- Assignment
Show each line of the entries below in which the word "Dixie" appears.

___ Dataset records ___

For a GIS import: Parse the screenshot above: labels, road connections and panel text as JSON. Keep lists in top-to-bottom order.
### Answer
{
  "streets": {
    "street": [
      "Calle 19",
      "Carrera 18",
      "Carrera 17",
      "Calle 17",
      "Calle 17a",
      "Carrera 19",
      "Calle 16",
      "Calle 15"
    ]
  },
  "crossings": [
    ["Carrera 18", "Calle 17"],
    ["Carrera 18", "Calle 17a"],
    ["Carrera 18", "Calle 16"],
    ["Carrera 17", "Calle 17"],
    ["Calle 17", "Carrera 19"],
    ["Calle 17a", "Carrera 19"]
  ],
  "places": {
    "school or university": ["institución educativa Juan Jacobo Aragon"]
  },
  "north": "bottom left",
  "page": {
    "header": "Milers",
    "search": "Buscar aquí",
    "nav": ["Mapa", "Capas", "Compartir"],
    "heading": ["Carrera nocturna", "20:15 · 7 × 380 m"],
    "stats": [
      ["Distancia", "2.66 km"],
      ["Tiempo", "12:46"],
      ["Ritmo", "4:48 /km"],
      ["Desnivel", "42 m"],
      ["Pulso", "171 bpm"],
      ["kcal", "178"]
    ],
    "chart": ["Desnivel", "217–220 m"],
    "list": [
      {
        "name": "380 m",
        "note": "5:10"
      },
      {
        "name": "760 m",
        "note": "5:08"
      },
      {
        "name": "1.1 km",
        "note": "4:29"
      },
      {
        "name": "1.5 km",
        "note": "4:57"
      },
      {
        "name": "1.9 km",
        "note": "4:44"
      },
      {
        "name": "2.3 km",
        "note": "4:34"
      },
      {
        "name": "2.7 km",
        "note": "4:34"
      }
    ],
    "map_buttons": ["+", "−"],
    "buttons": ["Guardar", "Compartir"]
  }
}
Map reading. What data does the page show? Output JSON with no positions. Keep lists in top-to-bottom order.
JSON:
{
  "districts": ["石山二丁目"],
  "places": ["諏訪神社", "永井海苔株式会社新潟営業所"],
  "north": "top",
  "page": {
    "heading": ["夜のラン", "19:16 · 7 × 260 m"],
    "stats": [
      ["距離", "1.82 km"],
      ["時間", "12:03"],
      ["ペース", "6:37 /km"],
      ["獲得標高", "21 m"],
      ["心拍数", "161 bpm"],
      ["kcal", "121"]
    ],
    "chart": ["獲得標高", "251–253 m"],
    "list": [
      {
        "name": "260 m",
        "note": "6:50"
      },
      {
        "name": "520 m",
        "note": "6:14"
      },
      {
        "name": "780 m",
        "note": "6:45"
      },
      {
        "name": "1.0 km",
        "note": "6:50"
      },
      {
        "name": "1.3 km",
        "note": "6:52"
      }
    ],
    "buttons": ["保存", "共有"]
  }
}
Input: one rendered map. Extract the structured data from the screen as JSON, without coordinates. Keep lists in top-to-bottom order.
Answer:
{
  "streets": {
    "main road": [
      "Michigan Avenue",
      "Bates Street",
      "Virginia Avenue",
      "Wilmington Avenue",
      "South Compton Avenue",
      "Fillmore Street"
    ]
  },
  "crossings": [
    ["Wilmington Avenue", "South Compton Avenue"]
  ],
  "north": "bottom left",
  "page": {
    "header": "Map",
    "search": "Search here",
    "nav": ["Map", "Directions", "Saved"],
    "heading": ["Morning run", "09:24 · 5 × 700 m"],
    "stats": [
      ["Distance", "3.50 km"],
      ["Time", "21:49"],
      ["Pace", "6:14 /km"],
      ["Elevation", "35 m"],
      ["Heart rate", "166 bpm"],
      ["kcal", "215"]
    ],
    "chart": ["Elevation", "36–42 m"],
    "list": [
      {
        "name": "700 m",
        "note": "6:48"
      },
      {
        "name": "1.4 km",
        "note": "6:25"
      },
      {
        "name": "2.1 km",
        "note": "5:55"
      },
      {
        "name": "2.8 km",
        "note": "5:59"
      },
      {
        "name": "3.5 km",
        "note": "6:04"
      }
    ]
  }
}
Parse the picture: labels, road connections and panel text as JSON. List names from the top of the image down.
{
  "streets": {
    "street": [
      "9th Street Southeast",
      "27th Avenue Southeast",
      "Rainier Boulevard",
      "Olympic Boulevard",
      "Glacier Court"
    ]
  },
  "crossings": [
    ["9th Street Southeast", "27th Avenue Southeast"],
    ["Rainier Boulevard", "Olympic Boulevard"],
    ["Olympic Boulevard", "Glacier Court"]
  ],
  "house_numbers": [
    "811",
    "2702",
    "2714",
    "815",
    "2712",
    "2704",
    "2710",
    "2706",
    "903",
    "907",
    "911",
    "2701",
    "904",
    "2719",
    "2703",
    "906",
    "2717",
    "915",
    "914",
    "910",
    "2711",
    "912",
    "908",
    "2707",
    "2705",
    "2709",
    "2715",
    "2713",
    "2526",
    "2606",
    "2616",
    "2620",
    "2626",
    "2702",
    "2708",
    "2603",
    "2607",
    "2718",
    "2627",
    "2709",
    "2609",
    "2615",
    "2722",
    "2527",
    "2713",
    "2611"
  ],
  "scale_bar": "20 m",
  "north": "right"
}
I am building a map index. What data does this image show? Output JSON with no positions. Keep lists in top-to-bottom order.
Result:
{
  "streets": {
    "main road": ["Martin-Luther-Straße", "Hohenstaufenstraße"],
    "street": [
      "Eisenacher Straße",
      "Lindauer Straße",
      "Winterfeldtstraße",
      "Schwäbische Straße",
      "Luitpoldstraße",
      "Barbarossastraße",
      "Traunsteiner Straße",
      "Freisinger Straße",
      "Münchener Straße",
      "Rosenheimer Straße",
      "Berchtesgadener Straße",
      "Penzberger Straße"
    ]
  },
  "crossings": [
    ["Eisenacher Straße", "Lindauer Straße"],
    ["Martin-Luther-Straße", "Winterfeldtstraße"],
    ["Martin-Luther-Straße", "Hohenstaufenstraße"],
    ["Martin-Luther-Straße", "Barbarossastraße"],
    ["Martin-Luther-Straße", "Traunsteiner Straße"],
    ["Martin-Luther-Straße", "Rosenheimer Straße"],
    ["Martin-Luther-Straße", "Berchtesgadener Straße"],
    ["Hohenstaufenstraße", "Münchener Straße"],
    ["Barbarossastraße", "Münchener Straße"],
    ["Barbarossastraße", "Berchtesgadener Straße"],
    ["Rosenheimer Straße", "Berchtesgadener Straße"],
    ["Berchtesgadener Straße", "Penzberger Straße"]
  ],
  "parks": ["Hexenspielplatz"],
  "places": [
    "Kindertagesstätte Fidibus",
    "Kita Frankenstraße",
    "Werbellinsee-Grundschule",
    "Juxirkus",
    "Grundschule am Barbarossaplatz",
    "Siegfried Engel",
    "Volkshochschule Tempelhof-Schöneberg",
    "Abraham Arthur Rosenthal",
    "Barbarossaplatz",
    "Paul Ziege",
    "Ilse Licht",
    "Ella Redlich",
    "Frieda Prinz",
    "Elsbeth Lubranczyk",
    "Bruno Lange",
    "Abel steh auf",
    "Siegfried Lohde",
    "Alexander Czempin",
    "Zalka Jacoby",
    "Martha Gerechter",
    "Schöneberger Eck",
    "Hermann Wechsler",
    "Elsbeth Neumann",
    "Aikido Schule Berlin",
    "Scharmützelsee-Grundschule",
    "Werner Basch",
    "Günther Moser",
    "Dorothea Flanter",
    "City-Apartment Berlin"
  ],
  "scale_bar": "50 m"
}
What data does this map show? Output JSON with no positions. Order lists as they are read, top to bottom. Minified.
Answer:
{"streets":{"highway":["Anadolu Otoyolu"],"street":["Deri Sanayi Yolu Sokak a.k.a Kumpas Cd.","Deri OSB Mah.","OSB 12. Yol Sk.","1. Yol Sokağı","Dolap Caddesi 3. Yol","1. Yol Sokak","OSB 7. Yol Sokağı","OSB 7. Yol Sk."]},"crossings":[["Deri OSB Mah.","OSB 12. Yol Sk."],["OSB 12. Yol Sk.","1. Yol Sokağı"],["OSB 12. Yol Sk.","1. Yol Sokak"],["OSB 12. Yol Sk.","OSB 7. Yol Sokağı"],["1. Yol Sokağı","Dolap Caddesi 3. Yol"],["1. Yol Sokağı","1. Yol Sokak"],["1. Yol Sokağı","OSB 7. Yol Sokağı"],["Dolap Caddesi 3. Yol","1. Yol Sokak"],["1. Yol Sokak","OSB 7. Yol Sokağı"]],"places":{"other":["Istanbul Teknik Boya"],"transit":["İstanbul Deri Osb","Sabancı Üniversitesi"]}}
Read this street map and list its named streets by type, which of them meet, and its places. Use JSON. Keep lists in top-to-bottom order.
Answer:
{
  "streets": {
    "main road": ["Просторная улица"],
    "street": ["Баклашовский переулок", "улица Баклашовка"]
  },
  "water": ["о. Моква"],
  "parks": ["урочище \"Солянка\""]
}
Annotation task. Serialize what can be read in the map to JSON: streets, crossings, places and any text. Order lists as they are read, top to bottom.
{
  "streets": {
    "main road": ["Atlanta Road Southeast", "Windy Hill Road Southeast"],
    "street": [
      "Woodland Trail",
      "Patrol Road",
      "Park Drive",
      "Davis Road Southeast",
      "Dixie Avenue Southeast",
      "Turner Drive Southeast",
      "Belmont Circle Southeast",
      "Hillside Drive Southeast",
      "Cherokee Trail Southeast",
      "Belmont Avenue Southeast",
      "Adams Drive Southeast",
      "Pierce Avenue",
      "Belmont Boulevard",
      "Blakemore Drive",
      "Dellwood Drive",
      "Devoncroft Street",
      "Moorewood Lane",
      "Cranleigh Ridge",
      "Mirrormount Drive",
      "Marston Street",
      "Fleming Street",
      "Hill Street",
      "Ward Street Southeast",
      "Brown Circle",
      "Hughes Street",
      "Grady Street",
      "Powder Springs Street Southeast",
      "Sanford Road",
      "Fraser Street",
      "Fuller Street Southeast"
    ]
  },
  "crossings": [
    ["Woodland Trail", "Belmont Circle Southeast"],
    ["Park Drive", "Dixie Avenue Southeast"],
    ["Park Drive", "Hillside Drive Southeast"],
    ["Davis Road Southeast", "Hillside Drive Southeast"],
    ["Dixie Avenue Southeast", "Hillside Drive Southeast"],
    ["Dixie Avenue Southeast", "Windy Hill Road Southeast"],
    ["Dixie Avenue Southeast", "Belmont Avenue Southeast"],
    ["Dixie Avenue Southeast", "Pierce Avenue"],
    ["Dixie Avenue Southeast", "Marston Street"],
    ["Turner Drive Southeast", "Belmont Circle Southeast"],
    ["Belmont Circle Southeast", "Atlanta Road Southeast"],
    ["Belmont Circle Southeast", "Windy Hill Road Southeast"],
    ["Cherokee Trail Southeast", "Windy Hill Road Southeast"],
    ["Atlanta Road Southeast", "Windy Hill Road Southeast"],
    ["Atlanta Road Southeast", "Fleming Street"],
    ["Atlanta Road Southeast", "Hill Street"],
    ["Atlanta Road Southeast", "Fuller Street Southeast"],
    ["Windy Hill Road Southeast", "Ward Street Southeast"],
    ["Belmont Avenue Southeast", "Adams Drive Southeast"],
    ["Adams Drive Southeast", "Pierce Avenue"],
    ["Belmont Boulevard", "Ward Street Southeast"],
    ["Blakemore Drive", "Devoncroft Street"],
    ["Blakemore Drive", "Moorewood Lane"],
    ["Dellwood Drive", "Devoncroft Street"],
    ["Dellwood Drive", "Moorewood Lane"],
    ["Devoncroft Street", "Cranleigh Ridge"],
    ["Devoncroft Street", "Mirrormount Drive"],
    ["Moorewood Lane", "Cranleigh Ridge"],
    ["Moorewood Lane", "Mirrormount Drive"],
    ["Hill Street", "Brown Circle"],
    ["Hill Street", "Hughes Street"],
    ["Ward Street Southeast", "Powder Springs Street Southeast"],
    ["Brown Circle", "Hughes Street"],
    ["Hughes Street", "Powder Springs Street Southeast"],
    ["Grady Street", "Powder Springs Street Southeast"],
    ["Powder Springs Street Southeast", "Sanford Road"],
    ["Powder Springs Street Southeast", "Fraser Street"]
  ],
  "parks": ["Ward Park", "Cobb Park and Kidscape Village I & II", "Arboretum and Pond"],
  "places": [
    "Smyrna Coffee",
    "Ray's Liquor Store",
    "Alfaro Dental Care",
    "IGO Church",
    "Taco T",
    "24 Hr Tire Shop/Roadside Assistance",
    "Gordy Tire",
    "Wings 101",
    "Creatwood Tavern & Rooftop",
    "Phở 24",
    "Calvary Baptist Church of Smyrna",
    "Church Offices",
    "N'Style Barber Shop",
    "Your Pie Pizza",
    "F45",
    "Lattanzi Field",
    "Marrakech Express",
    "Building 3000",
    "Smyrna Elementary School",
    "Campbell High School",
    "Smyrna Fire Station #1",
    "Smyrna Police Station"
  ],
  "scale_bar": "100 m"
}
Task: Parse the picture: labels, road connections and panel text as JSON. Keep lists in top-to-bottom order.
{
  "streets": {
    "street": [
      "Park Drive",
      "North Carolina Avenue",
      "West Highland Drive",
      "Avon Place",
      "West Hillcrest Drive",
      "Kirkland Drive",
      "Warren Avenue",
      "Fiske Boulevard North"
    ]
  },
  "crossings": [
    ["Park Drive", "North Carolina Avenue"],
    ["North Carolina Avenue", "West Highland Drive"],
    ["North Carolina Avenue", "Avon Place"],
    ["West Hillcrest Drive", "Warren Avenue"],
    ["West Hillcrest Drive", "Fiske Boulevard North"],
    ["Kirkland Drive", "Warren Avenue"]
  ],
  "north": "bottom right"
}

___

- Output of the task
      "Dixie Avenue Southeast",
    ["Park Drive", "Dixie Avenue Southeast"],
    ["Dixie Avenue Southeast", "Hillside Drive Southeast"],
    ["Dixie Avenue Southeast", "Windy Hill Road Southeast"],
    ["Dixie Avenue Southeast", "Belmont Avenue Southeast"],
    ["Dixie Avenue Southeast", "Pierce Avenue"],
    ["Dixie Avenue Southeast", "Marston Street"],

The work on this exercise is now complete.